2014 has been another eventful and exciting year for Europe and the PDU. Time to take a look back at some of the most important events and developments of the past year.
Ukraine: A new Cold War front?
2014 marked, amongst other anniversaries, 25 years since the fall of the Berlin Wall, the literal and symbolic end to the east-west division of Europe. Yet this has also been a year in which the Cold War has seemed closer than at any time since 1991.
The decision by Ukraine’s President Yanukovych on 21st November last year to forgo further EU trade negotiations in favour of a pivot towards Russia sparked a chain of escalating protests. Despite an authoritarian crackdown and attempts by Russia to support the government, by the end of February Yanukovych had fled the increasingly violent situation in Kiev. A series of swift moves by protestors and parliamentarians appeared to stabilise the country for its journey towards a democratic and pro-EU future.
What happened next caused a shiver of recognition for many, especially in those formerly Soviet EU member-states.

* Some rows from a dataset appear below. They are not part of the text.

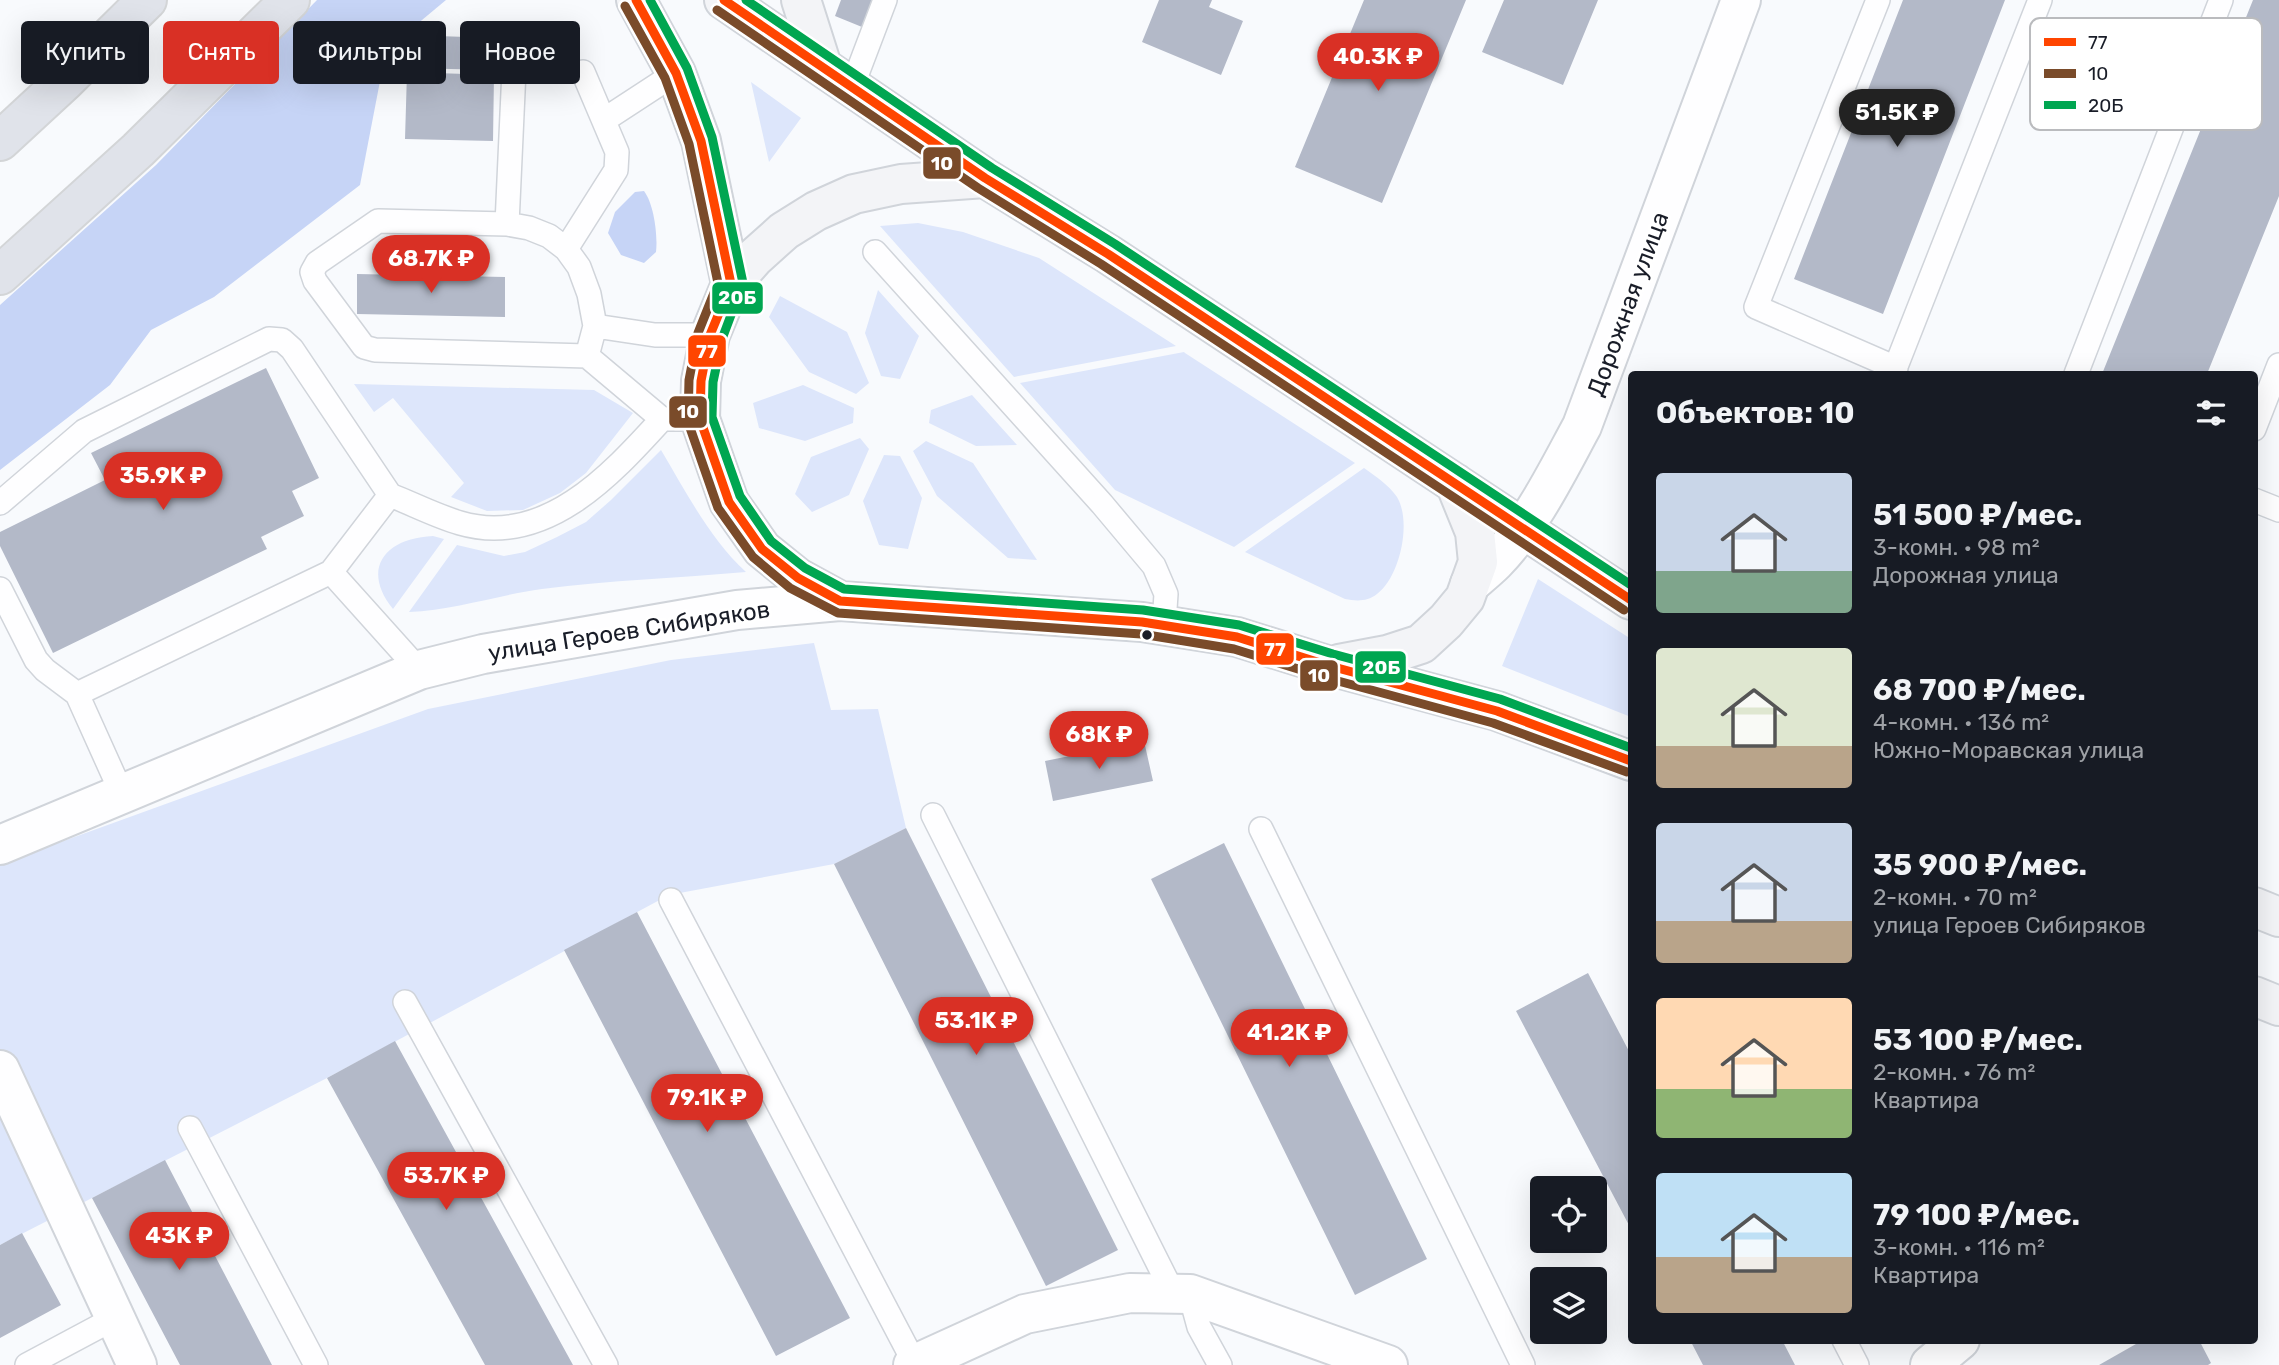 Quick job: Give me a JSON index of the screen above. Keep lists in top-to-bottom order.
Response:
{
  "streets": {
    "main road": ["улица Героев Сибиряков"],
    "street": ["Дорожная улица"]
  },
  "lines": ["transit line 77", "transit line 20Б", "transit line 10"],
  "legend": ["77", "10", "20Б"],
  "page": {
    "chip": [
      "Купить",
      "Снять",
      "Фильтры",
      "Новое"
    ],
    "price": [
      "40.3K ₽",
      "51.5K ₽",
      "68.7K ₽",
      "35.9K ₽",
      "68K ₽",
      "53.1K ₽",
      "41.2K ₽",
      "79.1K ₽",
      "53.7K ₽",
      "43K ₽"
    ],
    "heading": "Объектов: 10",
    "list": [
      {
        "name": "51 500 ₽/мес.",
        "note": "3-комн. · 98 m² · Дорожная улица"
      },
      {
        "name": "68 700 ₽/мес.",
        "note": "4-комн. · 136 m² · Южно-Моравская улица"
      },
      {
        "name": "35 900 ₽/мес.",
        "note": "2-комн. · 70 m² · улица Героев Сибиряков"
      },
      {
        "name": "53 100 ₽/мес.",
        "note": "2-комн. · 76 m² · Квартира"
      },
      {
        "name": "79 100 ₽/мес.",
        "note": "3-комн. · 116 m² · Квартира"
      }
    ]
  }
} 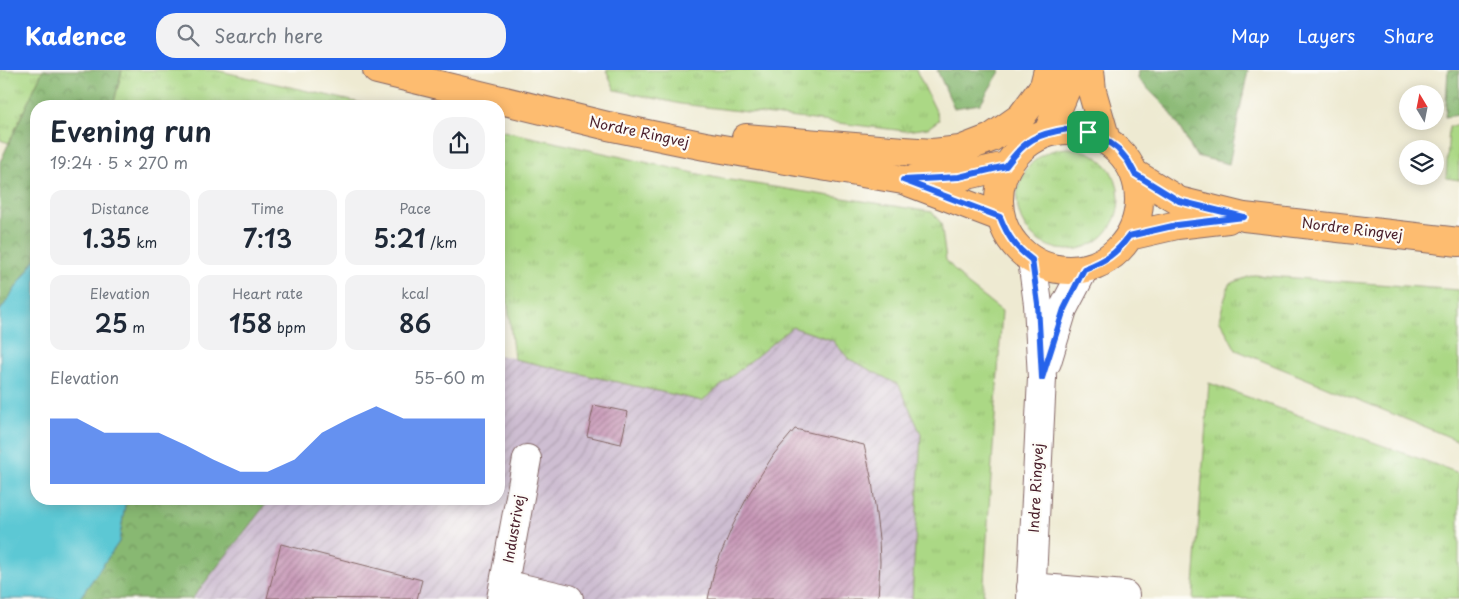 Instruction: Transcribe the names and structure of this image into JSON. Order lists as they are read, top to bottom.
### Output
{
  "streets": {
    "main road": ["Nordre Ringvej"],
    "street": ["Indre Ringvej", "Industrivej"]
  },
  "crossings": [
    ["Nordre Ringvej", "Indre Ringvej"]
  ],
  "north": "top",
  "page": {
    "header": "Kadence",
    "search": "Search here",
    "nav": ["Map", "Layers", "Share"],
    "heading": ["Evening run", "19:24 · 5 × 270 m"],
    "stats": [
      ["Distance", "1.35 km"],
      ["Time", "7:13"],
      ["Pace", "5:21 /km"],
      ["Elevation", "25 m"],
      ["Heart rate", "158 bpm"],
      ["kcal", "86"]
    ],
    "chart": ["Elevation", "55–60 m"]
  }
} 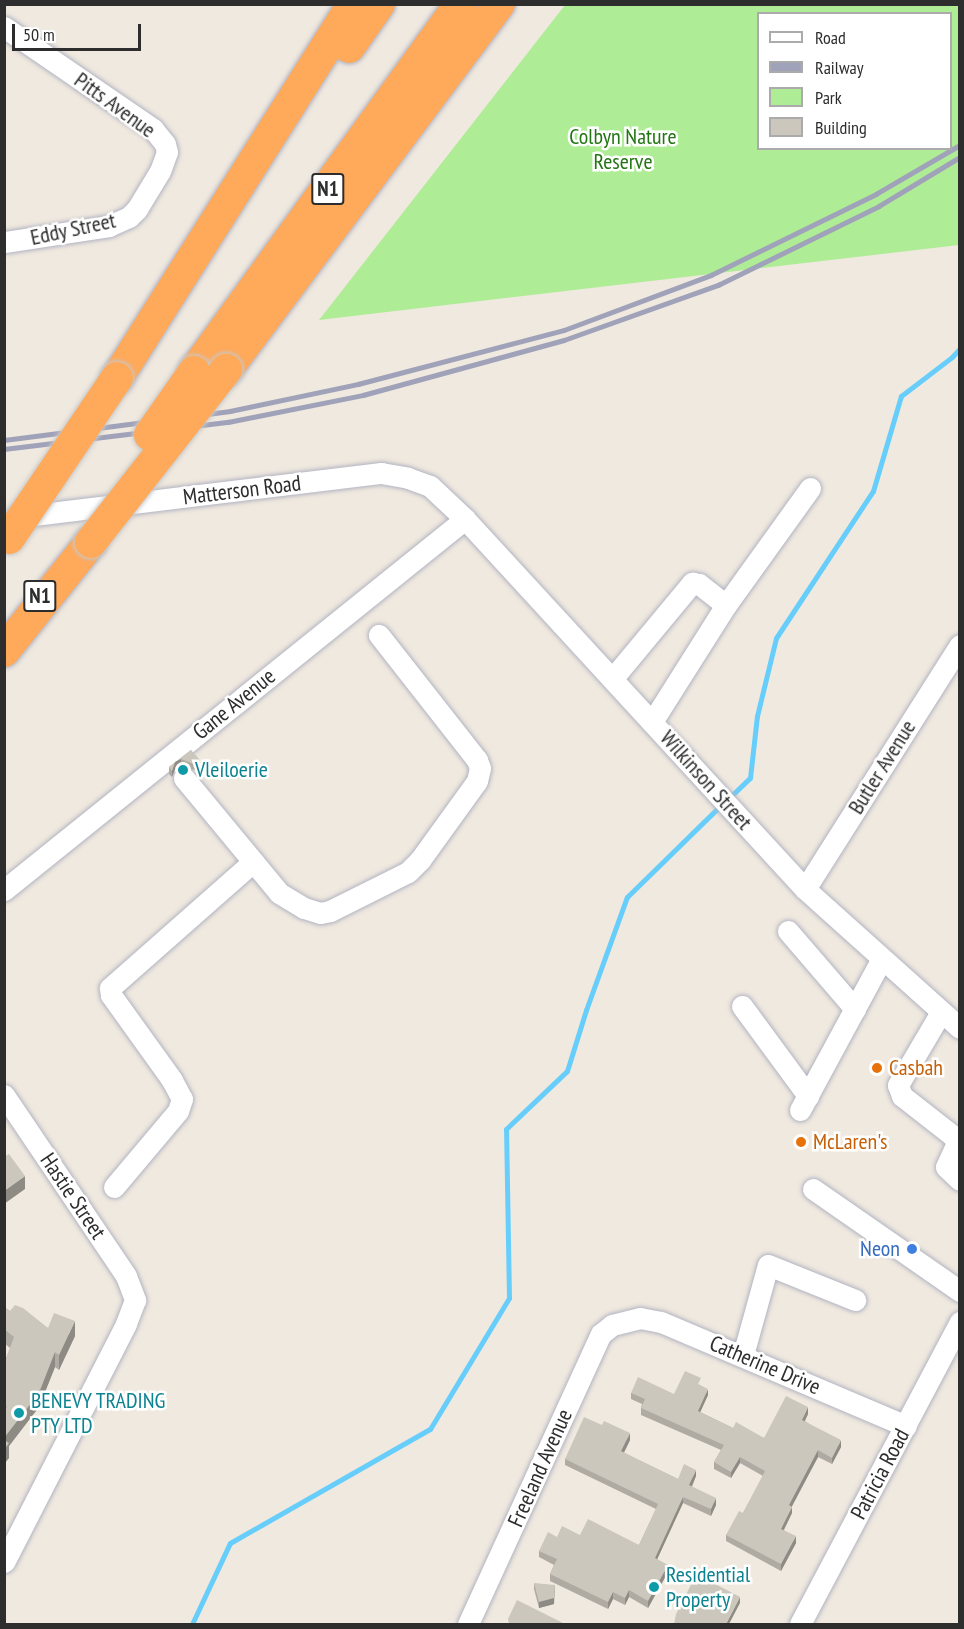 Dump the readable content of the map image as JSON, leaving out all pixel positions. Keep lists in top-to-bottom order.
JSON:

On 16th March, two weeks after the Kremlin had authorised President Putin to use force to protect Russians in Ukraine, Crimea – a peninsula in the south-east of the country – voted with a 97% majority to secede and annex itself to the Russian Federation. The conditions of the ballot remain highly suspicious, but that has not prevented Putin from magnanimously accepting the territory into Russia. Similar referendums have occurred in the eastern areas of Donetsk and Luhansk.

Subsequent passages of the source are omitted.